Susan Coughtrie, co-chair of the UK Anti-SLAPP Coalition said:
“Given Sir David Davis’ amendments were acknowledged by the Minister during committee to be complementary with the ‘thrust’ of the Bill, it is disappointing that the Government, whose support is instrumental for the viability of the SLAPP Bill, has thus far not taken the opportunity to add much needed clarity and context to the body of the draft law.
Wayne David MP and the UK Government should be commended for their commitment to address SLAPPs. However, in fulfilling its ambition to become the first national legislature to adopt a standalone anti-SLAPP legislation, the UK must also ensure it gets it right in creating the corrective it seeks. This Bill is far from the standard set by the Coalition’s Model UK Anti-SLAPP Law, but nevertheless it can, and must, be strengthened. A law that in practice fails to be an effective mechanism to protect those speaking out in the public interest will have a damaging legacy.”
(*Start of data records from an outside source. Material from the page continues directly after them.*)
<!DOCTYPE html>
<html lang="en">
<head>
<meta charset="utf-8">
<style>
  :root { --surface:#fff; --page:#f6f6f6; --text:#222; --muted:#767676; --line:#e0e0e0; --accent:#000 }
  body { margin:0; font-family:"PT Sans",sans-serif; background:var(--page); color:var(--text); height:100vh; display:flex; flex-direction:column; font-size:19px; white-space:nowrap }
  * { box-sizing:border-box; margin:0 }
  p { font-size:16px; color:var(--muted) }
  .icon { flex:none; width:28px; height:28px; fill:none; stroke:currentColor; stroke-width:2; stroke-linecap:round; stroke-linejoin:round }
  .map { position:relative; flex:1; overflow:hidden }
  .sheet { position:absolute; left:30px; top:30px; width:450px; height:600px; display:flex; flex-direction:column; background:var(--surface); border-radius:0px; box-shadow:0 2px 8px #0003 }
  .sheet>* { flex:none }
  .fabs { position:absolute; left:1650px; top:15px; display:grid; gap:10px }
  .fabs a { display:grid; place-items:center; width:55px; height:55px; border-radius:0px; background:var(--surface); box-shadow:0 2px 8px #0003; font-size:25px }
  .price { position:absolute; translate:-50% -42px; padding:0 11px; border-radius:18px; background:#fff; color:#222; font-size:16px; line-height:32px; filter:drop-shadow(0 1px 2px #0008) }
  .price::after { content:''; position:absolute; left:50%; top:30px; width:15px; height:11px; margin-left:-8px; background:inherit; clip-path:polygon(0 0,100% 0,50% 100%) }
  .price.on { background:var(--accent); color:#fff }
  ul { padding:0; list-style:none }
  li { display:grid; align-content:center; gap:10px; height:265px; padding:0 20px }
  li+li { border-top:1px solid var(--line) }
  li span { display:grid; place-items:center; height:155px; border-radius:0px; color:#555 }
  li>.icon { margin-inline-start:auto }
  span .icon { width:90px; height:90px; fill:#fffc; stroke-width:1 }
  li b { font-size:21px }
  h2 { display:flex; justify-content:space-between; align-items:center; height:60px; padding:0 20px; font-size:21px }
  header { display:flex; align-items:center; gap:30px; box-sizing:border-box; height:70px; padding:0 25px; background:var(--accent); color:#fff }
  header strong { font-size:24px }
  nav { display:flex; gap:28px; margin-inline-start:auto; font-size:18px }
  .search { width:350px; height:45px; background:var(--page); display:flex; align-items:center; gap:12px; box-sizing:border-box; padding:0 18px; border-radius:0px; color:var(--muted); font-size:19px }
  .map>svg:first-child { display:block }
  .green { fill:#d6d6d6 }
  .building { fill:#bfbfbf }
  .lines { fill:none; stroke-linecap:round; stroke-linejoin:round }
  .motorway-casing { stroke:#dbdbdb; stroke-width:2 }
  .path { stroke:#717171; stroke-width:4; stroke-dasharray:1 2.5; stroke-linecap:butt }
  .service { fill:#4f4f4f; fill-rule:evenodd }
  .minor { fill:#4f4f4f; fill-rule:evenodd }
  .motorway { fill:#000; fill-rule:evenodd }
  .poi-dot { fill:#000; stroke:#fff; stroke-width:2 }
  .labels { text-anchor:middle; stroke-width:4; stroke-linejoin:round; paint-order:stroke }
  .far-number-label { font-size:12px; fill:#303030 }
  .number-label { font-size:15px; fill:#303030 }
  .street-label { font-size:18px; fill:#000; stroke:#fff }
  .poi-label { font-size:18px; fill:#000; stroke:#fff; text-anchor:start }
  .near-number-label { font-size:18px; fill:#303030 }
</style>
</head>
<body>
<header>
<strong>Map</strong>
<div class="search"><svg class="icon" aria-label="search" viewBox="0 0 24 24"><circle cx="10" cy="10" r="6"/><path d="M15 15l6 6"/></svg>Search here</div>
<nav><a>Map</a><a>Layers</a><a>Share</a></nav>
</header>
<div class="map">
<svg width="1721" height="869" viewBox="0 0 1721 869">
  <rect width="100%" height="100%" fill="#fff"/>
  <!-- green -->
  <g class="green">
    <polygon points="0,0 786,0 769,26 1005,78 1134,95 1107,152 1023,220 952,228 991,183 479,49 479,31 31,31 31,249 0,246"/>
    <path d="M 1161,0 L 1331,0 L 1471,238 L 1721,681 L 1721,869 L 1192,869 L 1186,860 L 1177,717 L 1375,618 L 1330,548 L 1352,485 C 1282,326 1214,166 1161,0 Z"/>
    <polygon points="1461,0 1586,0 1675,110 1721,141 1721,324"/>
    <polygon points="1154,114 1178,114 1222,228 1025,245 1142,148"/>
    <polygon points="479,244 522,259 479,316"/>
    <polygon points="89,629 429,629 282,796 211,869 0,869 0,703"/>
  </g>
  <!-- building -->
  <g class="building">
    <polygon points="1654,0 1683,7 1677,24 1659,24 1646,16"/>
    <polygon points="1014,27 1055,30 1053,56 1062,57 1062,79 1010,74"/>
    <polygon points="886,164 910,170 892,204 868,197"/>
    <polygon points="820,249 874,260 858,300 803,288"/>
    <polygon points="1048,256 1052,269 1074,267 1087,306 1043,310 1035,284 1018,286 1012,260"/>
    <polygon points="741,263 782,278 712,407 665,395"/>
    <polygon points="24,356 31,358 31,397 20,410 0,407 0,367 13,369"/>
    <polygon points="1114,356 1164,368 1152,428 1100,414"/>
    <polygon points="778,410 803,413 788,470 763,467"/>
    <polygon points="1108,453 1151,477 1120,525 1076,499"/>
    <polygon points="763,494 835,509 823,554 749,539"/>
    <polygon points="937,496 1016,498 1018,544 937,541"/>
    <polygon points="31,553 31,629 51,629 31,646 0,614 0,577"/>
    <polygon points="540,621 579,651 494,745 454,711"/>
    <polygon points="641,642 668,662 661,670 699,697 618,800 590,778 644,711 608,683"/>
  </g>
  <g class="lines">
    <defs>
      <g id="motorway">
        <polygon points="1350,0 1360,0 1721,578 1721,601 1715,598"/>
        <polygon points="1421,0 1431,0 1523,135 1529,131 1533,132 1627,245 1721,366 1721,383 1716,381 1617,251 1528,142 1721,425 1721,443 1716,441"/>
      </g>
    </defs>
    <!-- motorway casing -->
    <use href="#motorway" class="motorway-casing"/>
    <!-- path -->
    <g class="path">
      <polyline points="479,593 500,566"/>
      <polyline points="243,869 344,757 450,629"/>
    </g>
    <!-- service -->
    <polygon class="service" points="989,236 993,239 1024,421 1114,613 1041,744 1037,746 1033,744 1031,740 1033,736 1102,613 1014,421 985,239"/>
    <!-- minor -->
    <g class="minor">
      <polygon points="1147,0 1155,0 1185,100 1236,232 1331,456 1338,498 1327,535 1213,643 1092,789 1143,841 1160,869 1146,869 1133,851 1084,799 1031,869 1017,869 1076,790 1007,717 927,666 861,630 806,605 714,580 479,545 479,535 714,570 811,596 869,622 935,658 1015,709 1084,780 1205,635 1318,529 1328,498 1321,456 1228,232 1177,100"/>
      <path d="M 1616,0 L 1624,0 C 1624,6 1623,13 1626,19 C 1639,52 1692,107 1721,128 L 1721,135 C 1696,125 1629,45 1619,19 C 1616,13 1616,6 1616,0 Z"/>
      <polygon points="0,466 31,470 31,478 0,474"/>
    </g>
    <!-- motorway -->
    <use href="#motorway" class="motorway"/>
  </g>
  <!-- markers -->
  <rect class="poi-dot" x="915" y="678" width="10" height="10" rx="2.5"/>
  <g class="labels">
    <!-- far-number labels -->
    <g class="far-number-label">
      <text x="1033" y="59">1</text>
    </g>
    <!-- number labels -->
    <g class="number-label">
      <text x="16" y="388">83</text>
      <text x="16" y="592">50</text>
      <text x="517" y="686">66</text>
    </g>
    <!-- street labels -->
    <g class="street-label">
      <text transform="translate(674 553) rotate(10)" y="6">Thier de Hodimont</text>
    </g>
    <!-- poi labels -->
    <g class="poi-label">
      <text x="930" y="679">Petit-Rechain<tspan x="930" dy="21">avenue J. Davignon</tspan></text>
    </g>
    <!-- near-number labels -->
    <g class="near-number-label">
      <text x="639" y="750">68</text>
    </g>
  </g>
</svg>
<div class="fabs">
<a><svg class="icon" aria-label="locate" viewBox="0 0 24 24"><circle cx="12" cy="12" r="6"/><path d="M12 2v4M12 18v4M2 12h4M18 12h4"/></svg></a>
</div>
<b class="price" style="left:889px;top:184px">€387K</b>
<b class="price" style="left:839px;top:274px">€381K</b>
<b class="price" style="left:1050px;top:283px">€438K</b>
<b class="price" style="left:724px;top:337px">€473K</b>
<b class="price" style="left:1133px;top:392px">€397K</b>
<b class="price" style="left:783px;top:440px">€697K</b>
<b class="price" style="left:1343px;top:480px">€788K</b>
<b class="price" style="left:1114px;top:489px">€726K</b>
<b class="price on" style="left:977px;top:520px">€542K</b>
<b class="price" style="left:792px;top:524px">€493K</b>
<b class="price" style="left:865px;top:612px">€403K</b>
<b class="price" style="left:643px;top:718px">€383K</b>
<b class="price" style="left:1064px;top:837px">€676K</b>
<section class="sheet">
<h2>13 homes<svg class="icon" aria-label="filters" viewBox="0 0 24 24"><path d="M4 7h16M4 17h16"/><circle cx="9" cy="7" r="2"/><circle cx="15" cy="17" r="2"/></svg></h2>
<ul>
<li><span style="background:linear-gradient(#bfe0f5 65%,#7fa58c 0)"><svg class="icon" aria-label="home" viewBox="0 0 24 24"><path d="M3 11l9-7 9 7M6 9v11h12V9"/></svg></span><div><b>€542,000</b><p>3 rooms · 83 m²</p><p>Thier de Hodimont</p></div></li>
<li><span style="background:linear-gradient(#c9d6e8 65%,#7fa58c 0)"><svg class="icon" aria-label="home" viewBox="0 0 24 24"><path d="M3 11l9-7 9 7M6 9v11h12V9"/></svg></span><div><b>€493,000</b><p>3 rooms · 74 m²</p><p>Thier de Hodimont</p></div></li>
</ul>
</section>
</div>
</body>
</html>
Nik Williams, co-chair of the UK AntI-SLAPP Coalition said:
“It is disappointing that the Government is not putting the same energy into improving the Bill in line with the important amendments proposed yesterday by Sir David Davis MP as it is in defending the current flawed draft as the singular way to stamp out SLAPPs. While we welcome the amendments accepted to replace the subjective test and strengthen the public interest provisions, the Bill still falls far short of meaningful protection. This has made the 3rd reading/report stage even more important. Without more ambition everyone in society who speaks out in the public interest will continue to be vulnerable to abusive legal intimidation.”
Background
The UK Anti-SLAPP Coalition’s model law can be found here.
Additional Notes on Further Needed Amendments:
New text in Bold to the text of the SLAPP Bill, further to those amendments adopted at Committee Stage on 8 May 2024.
New clause 1 – ‘Purpose and Interpretation’:
- The purpose of this law is to protect and promote the ability of individuals and organisations to participate in public debate, advance accountability, and speak out on matters of public interest, and to prevent the use of the courts to undermine these rights through abusive legal action.
- Provisions in this Act should be broadly construed and applied to advance the purpose defined in subsection (1)
Meaning of “SLAPP” claim
(1) (c) Any of the behaviour of the claimant, including leading up to or alongside the claim, in relation to the matters complained of in the claim is such that it is reasonable to conclude that the behaviour is intended to cause the defendant any other harm or inconvenience beyond that ordinarily encountered in the course of properly conducted litigation
In subsection (1)(c) the reference to “harm” includes (but is not limited to) a reference to any of the following –
(a) expense;
(b) harassment;
(c) alarm;
(d) distress.
(4) In determining whether any behaviour of the claimant falls within subsection (1)(c), the court may, in particular, take into account—
(a) whether the behaviour is a disproportionate reaction to the matters complained of in the claim, including whether the costs incurred by the claimant are out of proportion to the remedy sought;
(b) whether the defendant has access to fewer resources with which to defend the claim than another person against whom the claimant could have brought (but did not bring) proceedings in relation to the matters complained of in the claim;
(c) The use of dilatory strategies strategies, excessive disclosure requests, disproportionate or unreasonable pre-action threats, or any refusal without reasonable excuse to resolve the claim through alternative dispute resolution;
(d) The choice of jurisdiction
(e) The use of public relations campaigns to bully, discredit or intimidate the defendant;
(f) any relevant failure, or anticipated failure, by the claimant (or a person acting on behalf of a claimant) to comply with a pre-action protocol, rule of court or practice direction, or to comply with or follow a rule or recommendation of a professional regulatory body.